### Task instructions
The answer must be one number: the count of lines in the data below that include "pixel".

[Data extracted from a collection]
---+---

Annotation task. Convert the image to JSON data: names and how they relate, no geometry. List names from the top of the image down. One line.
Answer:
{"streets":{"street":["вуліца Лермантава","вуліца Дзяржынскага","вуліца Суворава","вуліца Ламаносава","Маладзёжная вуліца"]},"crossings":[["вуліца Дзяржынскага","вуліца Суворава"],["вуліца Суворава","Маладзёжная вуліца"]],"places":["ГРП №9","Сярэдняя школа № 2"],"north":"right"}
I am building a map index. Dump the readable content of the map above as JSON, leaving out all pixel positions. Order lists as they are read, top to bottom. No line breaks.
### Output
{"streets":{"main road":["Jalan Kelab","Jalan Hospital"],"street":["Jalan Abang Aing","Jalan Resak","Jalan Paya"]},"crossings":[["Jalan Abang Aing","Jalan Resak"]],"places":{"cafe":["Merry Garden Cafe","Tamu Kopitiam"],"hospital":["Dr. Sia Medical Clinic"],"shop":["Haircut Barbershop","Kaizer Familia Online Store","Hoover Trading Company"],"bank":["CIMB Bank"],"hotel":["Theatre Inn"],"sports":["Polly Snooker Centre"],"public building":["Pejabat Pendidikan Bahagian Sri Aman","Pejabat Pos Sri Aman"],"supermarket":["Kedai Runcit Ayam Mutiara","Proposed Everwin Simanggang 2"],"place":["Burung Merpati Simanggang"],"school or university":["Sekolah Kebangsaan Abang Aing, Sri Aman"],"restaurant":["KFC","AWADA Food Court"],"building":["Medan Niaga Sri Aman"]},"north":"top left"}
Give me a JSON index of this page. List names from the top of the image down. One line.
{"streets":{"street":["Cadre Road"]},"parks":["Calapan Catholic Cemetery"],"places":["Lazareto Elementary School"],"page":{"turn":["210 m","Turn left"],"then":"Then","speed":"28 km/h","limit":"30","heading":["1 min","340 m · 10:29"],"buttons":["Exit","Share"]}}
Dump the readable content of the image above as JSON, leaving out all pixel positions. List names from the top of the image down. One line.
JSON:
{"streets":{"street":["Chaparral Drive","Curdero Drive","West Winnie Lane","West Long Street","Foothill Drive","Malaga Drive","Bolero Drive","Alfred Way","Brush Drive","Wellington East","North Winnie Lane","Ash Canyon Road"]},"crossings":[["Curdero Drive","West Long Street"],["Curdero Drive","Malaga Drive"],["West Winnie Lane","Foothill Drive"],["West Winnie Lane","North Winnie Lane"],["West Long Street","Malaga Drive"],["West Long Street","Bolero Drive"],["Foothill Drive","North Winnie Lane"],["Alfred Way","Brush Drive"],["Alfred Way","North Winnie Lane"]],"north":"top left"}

---+---

### Answer for this exercise
2